En la vida pública dominicana —y no solo en ella— abundan los líderes y dirigentes que promueven ideas con entusiasmo, pero se niegan a escuchar las voces que podrían mejorarlas. Es una paradoja frecuente: quienes más poder tienen para transformar la realidad son, a menudo, quienes menos dispuestos están a revisar sus propias certezas.
A este fenómeno podríamos llamarle síndrome del oráculo sordo para referirnos al patrón de comportamiento que lleva a ciertos dirigentes o instituciones a creer que ya poseen todas las respuestas y, por tanto, a cerrar sus oídos a la crítica o a la evidencia. Se manifiesta cuando el líder o funcionario se encierra en la convicción de que su visión basta, de que todo lo demás distrae o retrasa la acción. El resultado no es solo la pobreza del debate, sino la esterilidad de las políticas públicas: proyectos concebidos sin contraste, decisiones tomadas sin evidencia y reformas que fracasan porque se diseñaron a espaldas de quienes debían implementarlas. En ningún ámbito este síndrome se expresa con mayor frecuencia ni produce efectos más dañinos que en el de las políticas y reformas educativas, donde las decisiones adoptadas sin diálogo ni evidencia terminan afectando a generaciones enteras. Dada la complejidad del sistema educativo y su impacto en todas las esferas de la vida social, este es un campo que solo puede abordarse con éxito mediante el concurso de todos los actores implicados. De ahí la necesidad de promover un clima sostenido de diálogo, colaboración y compromisos sociales permanentes.
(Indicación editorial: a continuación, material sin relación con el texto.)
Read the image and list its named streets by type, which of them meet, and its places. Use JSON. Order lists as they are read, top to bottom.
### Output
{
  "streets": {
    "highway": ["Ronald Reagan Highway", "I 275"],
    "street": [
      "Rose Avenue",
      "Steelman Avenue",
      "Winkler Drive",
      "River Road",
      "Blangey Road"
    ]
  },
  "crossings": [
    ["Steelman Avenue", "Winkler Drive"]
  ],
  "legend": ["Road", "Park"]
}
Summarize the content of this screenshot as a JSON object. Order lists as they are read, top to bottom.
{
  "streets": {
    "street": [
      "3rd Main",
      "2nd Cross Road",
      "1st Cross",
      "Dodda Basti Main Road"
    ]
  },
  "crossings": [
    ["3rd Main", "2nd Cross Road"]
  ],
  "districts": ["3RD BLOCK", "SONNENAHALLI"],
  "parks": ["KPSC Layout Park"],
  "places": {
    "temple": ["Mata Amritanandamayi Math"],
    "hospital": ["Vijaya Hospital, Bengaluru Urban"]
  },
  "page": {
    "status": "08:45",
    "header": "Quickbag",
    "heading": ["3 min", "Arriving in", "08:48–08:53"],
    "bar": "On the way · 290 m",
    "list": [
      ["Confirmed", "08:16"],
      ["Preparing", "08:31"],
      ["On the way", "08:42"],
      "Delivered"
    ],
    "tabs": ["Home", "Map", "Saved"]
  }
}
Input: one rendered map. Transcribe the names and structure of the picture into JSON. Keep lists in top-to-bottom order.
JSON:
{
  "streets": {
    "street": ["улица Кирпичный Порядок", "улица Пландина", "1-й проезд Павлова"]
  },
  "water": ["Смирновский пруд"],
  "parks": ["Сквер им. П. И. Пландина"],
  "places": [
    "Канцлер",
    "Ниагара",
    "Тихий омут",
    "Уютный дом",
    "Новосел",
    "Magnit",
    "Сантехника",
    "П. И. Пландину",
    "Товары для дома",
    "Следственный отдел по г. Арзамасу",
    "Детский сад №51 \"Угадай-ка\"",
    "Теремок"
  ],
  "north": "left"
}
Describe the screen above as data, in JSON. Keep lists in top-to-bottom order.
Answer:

Como he planteado en otras ocasiones, siguiendo a Habermas, la política y la gestión pública deberían ser espacios de deliberación y aprendizaje colectivo. Pero en sistemas fuertemente jerarquizados —como los que predominan en América Latina— el poder produce un efecto de aislamiento cognitivo: cuanto más alto el cargo, más estrecho el círculo de diálogo. La obediencia se confunde con consenso, y la discreción con sabiduría.
A esto se le ha llamado cerradura cognitiva del poder, para referirse a la tendencia de algunas personas a buscar certezas rápidas y evitar la ambigüedad. Quienes tienen una alta necesidad de cierre cognitivo prefieren entornos previsibles, se resisten al cambio y rechazan perspectivas que desafían sus convicciones. Cuando esta disposición se combina con el ejercicio del poder, surge un modo de pensamiento que se blinda frente a la duda y se rodea de ecos complacientes. A ello se suma el sesgo de confirmación, esa inclinación a buscar e interpretar la información que confirma nuestras creencias previas y a ignorar lo que las contradice. El resultado es un círculo de autovalidación donde el conocimiento se encapsula, las decisiones se repiten y los errores se heredan. Así, las instituciones dejan de aprender, y con ello pierden su capacidad de transformarse y corregirse.
Cuando ambos fenómenos coinciden, el poder se vuelve incapaz de aprender. El médico y político británico David Owen (2007) denominó a este fenómeno síndrome de Hubris: una forma moderna de intoxicación por poder, equivalente a la hybrisgriega —la desmesura del héroe que ignora sus límites y termina castigado por su soberbia—. En el plano institucional, esa ceguera se traduce en decisiones erráticas y proyectos condenados al fracaso.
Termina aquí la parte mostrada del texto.